### The task
Repeat only the lines running from the beginning of the material through the line that contains "2px #58472f) drop-shadow(0".

======== Extracted records ========

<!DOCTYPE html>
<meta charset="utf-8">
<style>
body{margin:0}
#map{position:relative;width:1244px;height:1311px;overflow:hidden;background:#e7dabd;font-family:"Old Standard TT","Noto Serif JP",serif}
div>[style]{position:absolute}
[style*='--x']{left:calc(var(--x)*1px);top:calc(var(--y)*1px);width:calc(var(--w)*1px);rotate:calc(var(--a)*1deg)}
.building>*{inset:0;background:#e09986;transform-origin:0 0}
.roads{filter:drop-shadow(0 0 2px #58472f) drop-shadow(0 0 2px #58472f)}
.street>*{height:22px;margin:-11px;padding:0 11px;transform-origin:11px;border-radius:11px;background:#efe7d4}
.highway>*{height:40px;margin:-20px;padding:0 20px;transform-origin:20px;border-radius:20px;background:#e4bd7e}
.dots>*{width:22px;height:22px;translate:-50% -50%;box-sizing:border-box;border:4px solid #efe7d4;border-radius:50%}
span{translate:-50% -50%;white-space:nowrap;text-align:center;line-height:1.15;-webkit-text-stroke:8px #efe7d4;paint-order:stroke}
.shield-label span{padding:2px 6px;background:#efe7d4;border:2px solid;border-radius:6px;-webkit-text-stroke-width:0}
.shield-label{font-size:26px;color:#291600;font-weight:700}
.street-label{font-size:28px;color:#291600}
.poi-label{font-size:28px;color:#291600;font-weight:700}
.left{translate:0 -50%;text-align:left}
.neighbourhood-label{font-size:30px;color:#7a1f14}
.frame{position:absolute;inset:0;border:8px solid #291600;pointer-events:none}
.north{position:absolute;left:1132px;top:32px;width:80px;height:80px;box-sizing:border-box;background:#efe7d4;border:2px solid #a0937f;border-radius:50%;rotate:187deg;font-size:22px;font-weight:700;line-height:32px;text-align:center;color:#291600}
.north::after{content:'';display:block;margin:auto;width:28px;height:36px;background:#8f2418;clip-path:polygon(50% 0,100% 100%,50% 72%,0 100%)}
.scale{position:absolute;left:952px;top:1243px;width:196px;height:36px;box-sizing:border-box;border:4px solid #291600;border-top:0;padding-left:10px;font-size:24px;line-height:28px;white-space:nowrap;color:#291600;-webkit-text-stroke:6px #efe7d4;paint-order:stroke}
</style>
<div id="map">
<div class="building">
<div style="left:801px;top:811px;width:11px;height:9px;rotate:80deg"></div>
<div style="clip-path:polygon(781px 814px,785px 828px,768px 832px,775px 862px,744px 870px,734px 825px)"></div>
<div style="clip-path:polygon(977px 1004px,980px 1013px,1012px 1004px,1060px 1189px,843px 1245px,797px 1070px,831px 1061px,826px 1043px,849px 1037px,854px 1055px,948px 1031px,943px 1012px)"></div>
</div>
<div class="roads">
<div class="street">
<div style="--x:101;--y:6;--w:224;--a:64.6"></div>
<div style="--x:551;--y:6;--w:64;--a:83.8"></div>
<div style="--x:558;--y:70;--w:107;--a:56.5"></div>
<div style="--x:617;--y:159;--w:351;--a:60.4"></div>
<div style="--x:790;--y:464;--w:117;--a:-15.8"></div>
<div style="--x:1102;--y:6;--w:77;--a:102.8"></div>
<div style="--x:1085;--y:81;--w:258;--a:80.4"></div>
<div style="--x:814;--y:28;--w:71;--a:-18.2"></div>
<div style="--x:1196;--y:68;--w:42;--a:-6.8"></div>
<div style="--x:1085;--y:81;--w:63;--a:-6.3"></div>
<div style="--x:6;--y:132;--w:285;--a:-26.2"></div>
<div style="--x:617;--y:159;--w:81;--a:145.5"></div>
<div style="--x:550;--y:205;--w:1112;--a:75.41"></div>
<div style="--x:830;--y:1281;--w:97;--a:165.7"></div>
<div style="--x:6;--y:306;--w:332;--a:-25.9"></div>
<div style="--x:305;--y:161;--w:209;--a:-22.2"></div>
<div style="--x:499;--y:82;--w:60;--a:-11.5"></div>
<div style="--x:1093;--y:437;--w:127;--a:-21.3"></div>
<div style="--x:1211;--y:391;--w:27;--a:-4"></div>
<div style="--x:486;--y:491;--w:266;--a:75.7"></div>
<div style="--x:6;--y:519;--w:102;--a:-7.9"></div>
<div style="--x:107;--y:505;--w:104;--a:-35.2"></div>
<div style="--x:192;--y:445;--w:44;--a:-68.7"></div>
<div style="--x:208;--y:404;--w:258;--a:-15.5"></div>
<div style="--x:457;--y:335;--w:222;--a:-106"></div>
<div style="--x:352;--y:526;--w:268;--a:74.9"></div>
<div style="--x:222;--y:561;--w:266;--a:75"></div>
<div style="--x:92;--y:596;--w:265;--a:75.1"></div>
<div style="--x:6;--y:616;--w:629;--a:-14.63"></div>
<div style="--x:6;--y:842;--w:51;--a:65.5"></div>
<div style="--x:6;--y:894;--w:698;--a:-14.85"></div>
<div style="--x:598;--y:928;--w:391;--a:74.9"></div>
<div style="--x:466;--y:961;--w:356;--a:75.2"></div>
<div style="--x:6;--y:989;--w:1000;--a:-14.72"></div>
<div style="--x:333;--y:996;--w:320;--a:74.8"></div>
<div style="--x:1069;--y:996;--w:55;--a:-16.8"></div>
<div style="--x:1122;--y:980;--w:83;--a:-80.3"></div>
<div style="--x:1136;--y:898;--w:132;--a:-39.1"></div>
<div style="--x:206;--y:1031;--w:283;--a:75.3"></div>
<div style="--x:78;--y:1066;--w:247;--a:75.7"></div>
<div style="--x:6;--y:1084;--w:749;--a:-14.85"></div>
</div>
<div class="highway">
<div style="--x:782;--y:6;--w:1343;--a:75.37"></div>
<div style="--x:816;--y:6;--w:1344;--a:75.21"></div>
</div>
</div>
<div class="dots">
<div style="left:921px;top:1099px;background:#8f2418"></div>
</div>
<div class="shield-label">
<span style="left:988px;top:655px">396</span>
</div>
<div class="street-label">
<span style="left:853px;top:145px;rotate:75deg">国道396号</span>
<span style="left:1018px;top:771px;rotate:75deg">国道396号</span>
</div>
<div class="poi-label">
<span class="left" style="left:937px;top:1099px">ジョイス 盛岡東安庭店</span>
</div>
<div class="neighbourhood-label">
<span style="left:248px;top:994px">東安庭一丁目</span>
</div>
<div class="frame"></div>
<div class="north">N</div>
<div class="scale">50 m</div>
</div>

========

### Task result
<!DOCTYPE html>
<meta charset="utf-8">
<style>
body{margin:0}
#map{position:relative;width:1244px;height:1311px;overflow:hidden;background:#e7dabd;font-family:"Old Standard TT","Noto Serif JP",serif}
div>[style]{position:absolute}
[style*='--x']{left:calc(var(--x)*1px);top:calc(var(--y)*1px);width:calc(var(--w)*1px);rotate:calc(var(--a)*1deg)}
.building>*{inset:0;background:#e09986;transform-origin:0 0}
.roads{filter:drop-shadow(0 0 2px #58472f) drop-shadow(0 0 2px #58472f)}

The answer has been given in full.